> EXERCISE:
Retype, exactly and only, each line from the one containing "<button>+</button>" to the end of the records below.

(Collected data entries)

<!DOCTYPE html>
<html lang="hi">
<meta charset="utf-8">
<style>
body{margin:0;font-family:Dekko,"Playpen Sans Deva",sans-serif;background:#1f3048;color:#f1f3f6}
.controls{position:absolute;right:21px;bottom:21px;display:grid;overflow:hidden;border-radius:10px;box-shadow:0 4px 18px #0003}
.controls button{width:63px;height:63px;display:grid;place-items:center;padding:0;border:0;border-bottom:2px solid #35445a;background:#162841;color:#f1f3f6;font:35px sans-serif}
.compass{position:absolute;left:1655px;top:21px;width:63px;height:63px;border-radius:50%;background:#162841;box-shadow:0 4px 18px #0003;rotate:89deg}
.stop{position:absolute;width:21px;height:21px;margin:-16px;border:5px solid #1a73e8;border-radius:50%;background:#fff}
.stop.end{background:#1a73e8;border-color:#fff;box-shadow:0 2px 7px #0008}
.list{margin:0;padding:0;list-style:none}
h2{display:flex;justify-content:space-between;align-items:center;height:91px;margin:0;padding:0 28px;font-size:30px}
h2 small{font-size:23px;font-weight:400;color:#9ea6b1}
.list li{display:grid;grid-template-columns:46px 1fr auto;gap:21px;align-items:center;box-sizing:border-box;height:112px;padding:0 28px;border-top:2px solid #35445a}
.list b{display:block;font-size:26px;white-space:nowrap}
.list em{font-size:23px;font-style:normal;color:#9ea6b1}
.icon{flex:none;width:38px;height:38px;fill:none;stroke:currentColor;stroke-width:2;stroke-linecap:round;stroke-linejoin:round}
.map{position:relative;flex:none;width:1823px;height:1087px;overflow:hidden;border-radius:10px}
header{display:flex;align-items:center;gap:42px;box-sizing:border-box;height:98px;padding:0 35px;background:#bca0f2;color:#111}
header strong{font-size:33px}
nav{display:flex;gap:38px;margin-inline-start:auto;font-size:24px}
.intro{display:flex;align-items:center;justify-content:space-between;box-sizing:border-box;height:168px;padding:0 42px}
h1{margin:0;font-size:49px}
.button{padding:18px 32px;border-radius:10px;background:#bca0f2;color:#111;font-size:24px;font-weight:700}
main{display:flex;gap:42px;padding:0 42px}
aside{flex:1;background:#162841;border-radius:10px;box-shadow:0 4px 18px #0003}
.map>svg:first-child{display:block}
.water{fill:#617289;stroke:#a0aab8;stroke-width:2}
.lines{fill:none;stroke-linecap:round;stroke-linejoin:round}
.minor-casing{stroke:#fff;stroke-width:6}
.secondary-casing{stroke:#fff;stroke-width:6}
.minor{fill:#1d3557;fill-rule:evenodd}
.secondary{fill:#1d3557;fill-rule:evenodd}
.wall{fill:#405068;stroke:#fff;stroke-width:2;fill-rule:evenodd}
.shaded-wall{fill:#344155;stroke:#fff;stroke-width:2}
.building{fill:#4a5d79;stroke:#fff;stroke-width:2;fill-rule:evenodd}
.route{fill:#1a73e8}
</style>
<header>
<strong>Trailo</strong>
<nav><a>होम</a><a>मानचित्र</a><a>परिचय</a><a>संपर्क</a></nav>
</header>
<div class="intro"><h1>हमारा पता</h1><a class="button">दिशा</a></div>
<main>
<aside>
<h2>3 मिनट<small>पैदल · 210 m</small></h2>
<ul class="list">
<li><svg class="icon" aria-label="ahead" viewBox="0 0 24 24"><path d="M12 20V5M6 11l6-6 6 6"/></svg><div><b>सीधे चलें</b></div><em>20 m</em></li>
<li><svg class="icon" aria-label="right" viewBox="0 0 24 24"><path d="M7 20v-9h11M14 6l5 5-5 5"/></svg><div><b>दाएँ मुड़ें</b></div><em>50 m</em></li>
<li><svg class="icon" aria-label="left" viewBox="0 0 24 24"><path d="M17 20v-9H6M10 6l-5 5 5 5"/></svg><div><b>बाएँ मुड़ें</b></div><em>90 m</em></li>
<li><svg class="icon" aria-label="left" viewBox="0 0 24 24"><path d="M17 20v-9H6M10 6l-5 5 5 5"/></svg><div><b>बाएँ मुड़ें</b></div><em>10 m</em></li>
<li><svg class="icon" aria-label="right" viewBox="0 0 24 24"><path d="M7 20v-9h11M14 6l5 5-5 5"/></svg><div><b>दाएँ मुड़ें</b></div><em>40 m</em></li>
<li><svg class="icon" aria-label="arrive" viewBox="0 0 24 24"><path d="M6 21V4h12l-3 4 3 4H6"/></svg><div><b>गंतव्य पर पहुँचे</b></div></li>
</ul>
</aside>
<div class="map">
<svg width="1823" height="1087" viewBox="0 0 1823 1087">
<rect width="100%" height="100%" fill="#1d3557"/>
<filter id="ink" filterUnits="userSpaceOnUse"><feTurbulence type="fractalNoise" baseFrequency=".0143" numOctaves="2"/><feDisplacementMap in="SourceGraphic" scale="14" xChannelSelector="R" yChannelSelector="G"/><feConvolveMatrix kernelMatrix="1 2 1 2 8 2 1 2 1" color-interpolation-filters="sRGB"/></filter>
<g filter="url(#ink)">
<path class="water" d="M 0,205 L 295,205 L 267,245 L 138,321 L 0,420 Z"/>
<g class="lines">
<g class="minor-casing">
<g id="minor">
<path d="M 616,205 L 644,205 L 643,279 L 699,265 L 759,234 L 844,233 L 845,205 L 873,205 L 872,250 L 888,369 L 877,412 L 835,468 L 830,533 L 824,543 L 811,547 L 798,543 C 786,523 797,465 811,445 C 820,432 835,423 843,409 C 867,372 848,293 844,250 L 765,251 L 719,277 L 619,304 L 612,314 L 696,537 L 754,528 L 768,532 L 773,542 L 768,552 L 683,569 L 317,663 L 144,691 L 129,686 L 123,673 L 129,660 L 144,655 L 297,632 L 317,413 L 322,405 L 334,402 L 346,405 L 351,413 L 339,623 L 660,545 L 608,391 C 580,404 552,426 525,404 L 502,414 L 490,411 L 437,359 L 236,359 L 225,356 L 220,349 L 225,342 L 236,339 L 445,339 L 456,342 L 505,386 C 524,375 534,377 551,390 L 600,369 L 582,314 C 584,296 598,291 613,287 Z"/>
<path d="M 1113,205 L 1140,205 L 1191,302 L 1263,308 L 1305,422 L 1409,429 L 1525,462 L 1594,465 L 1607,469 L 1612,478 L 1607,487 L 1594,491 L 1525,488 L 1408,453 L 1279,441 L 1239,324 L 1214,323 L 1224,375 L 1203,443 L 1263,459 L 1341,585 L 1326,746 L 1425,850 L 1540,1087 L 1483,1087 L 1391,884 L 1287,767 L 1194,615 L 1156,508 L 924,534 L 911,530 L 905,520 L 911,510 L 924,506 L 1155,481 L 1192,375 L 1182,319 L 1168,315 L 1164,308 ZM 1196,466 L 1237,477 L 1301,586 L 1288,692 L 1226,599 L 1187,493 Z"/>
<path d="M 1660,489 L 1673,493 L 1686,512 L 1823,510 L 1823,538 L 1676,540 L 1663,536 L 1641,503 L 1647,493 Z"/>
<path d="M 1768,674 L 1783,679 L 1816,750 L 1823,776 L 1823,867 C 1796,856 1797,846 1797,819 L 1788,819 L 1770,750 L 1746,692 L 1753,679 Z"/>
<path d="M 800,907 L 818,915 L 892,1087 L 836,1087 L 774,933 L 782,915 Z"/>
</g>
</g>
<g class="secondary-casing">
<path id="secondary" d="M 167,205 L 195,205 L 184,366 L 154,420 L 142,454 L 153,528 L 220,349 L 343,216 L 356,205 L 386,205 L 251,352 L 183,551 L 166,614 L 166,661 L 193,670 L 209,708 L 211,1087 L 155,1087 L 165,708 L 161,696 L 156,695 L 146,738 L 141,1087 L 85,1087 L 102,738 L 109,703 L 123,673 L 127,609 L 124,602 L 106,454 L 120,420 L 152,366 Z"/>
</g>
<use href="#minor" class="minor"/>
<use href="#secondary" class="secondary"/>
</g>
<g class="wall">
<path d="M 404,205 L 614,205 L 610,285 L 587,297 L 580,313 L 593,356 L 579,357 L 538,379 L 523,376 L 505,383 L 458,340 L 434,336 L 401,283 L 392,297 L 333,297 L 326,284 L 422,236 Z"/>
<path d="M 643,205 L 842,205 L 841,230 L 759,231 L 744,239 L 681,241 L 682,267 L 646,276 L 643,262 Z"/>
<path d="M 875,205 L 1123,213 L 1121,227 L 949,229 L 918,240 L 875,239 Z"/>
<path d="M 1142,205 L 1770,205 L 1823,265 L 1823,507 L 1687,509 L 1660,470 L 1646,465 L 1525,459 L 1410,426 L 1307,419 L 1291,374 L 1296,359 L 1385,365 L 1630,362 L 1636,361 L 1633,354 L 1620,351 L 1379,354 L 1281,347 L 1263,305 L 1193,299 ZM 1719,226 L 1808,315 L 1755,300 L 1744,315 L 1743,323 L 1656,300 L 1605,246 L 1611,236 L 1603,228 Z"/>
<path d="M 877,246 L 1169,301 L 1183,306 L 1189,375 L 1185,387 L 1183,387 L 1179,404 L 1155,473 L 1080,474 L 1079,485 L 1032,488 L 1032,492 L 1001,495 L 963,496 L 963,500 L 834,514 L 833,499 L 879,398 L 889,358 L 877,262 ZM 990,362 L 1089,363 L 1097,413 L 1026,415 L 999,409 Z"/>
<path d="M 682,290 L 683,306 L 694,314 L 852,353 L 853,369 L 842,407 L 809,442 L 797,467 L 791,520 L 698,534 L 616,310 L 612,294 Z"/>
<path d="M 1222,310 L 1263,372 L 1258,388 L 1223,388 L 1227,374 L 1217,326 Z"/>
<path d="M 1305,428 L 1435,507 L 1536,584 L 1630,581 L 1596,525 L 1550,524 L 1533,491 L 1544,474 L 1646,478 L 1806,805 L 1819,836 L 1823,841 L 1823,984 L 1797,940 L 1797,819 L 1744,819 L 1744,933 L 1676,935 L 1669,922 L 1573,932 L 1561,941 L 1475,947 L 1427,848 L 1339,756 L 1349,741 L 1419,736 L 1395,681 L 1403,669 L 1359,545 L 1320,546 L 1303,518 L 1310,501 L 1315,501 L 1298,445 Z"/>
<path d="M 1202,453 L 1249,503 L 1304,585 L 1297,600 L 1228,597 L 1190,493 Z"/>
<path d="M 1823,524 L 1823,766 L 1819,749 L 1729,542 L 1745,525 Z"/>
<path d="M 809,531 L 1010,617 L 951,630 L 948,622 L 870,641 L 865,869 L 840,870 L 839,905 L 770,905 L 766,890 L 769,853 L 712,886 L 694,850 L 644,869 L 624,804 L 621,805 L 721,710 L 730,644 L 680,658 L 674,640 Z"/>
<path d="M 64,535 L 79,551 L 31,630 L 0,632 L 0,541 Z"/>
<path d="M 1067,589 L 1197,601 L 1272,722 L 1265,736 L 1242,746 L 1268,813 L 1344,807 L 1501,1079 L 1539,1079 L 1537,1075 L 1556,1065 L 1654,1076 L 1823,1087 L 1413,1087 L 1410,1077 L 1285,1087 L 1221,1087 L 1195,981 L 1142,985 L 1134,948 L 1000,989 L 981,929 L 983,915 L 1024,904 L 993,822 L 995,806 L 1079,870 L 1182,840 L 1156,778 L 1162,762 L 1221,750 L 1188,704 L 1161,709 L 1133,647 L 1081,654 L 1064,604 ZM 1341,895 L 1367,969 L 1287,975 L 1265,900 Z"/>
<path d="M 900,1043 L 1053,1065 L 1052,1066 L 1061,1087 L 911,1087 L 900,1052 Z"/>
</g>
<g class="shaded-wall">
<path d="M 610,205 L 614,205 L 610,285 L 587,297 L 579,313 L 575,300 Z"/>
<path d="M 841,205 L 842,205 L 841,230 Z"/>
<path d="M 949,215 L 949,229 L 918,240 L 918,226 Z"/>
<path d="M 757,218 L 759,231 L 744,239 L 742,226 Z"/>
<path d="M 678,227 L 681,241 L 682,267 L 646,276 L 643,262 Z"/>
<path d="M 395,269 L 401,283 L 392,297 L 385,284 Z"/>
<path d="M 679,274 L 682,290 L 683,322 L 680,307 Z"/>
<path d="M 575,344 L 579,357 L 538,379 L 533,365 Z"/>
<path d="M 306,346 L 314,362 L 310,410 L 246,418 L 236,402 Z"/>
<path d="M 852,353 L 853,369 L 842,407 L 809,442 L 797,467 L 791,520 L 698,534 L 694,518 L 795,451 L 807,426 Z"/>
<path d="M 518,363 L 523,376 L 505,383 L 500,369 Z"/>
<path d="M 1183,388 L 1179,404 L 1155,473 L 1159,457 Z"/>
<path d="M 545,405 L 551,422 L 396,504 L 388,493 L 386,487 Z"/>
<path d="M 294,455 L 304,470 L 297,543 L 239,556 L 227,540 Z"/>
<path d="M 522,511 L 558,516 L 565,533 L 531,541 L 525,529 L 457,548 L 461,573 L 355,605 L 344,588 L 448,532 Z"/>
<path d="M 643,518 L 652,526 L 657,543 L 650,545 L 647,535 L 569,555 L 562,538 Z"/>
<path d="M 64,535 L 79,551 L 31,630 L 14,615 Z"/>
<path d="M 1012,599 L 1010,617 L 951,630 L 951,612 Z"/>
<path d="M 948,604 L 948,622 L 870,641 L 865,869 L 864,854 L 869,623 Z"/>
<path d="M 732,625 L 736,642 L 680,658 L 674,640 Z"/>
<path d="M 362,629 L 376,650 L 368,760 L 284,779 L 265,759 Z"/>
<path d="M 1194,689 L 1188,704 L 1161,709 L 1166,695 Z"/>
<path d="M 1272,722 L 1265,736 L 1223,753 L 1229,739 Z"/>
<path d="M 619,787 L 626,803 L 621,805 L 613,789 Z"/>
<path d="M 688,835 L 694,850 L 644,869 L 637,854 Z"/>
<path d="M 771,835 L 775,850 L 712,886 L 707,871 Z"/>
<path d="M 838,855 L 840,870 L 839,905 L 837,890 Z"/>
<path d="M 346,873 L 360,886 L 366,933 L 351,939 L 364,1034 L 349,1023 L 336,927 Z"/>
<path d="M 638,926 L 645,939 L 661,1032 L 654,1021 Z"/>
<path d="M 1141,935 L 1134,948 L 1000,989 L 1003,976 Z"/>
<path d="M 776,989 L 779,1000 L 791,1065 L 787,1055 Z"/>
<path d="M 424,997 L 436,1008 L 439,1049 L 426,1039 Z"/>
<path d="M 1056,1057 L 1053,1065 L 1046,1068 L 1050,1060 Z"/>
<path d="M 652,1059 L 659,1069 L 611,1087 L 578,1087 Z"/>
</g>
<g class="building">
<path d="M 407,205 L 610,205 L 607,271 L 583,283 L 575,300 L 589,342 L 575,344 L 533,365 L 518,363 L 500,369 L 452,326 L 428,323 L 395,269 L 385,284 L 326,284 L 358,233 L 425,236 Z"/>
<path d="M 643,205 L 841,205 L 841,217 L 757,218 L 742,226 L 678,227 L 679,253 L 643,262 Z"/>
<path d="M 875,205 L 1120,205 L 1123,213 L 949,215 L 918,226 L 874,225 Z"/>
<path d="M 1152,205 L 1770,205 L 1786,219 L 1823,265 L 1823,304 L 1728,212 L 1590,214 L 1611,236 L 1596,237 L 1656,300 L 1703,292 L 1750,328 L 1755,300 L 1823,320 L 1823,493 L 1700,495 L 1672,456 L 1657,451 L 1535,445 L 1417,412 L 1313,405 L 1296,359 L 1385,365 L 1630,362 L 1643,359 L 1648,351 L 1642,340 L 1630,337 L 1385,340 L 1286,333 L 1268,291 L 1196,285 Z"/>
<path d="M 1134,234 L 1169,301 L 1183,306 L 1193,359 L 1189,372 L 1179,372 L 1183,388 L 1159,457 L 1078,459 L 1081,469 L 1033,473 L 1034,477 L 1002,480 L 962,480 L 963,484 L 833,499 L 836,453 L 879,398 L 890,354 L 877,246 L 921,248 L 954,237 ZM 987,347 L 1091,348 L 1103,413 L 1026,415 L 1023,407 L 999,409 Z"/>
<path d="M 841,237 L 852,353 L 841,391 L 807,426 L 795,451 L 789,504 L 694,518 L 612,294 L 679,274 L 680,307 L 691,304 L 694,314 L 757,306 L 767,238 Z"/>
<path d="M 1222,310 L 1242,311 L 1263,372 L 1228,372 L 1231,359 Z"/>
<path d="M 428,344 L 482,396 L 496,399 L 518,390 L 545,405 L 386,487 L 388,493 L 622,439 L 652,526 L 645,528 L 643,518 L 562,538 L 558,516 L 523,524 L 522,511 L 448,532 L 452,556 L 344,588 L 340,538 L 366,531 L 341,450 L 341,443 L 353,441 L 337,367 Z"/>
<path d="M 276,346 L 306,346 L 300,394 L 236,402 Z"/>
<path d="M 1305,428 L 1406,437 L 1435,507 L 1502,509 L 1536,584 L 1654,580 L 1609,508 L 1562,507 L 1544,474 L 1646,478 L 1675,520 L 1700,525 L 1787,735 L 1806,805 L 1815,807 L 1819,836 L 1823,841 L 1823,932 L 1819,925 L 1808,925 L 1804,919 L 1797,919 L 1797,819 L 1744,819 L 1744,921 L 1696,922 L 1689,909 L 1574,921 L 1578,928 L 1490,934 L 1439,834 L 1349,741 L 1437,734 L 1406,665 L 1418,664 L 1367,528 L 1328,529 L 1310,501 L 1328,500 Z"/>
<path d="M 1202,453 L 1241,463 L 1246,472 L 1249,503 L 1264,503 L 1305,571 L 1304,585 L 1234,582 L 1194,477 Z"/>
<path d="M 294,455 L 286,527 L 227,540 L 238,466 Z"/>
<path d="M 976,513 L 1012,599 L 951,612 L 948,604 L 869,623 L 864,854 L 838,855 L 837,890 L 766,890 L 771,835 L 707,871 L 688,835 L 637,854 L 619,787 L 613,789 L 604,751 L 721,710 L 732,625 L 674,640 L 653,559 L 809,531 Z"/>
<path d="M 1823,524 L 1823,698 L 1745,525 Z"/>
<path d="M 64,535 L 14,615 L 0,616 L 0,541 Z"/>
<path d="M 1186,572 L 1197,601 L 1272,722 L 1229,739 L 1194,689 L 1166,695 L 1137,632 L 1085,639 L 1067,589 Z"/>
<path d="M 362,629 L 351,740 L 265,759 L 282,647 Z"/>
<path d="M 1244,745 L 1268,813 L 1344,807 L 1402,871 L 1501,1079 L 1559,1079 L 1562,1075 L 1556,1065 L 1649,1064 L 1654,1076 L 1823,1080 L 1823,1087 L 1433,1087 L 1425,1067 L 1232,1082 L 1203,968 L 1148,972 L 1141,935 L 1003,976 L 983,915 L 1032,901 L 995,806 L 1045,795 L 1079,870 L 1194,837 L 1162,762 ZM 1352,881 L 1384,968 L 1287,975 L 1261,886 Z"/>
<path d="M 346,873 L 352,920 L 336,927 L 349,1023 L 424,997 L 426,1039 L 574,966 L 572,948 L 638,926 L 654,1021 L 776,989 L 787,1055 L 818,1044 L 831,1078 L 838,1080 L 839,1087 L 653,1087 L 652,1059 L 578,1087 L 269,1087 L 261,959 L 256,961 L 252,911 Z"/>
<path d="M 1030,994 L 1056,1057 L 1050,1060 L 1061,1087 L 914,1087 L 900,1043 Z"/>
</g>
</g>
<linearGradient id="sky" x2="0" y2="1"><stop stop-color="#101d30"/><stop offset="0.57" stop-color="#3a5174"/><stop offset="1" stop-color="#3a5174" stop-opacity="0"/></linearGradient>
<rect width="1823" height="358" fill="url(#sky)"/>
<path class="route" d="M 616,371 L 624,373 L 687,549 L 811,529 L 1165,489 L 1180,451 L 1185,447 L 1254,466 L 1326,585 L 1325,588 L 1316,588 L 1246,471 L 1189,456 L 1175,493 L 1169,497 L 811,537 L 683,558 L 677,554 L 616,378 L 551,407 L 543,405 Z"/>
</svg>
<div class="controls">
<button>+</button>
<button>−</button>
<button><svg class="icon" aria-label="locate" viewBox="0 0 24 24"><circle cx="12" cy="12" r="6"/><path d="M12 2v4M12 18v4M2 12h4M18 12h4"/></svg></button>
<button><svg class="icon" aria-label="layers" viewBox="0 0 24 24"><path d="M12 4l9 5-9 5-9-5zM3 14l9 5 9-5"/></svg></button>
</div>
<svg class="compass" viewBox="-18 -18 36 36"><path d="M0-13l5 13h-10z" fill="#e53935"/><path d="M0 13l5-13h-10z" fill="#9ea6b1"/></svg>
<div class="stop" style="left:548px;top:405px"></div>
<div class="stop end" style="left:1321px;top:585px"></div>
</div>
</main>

> OUTPUT BELOW:
<button>+</button>
<button>−</button>
<button><svg class="icon" aria-label="locate" viewBox="0 0 24 24"><circle cx="12" cy="12" r="6"/><path d="M12 2v4M12 18v4M2 12h4M18 12h4"/></svg></button>
<button><svg class="icon" aria-label="layers" viewBox="0 0 24 24"><path d="M12 4l9 5-9 5-9-5zM3 14l9 5 9-5"/></svg></button>
</div>
<svg class="compass" viewBox="-18 -18 36 36"><path d="M0-13l5 13h-10z" fill="#e53935"/><path d="M0 13l5-13h-10z" fill="#9ea6b1"/></svg>
<div class="stop" style="left:548px;top:405px"></div>
<div class="stop end" style="left:1321px;top:585px"></div>
</div>
</main>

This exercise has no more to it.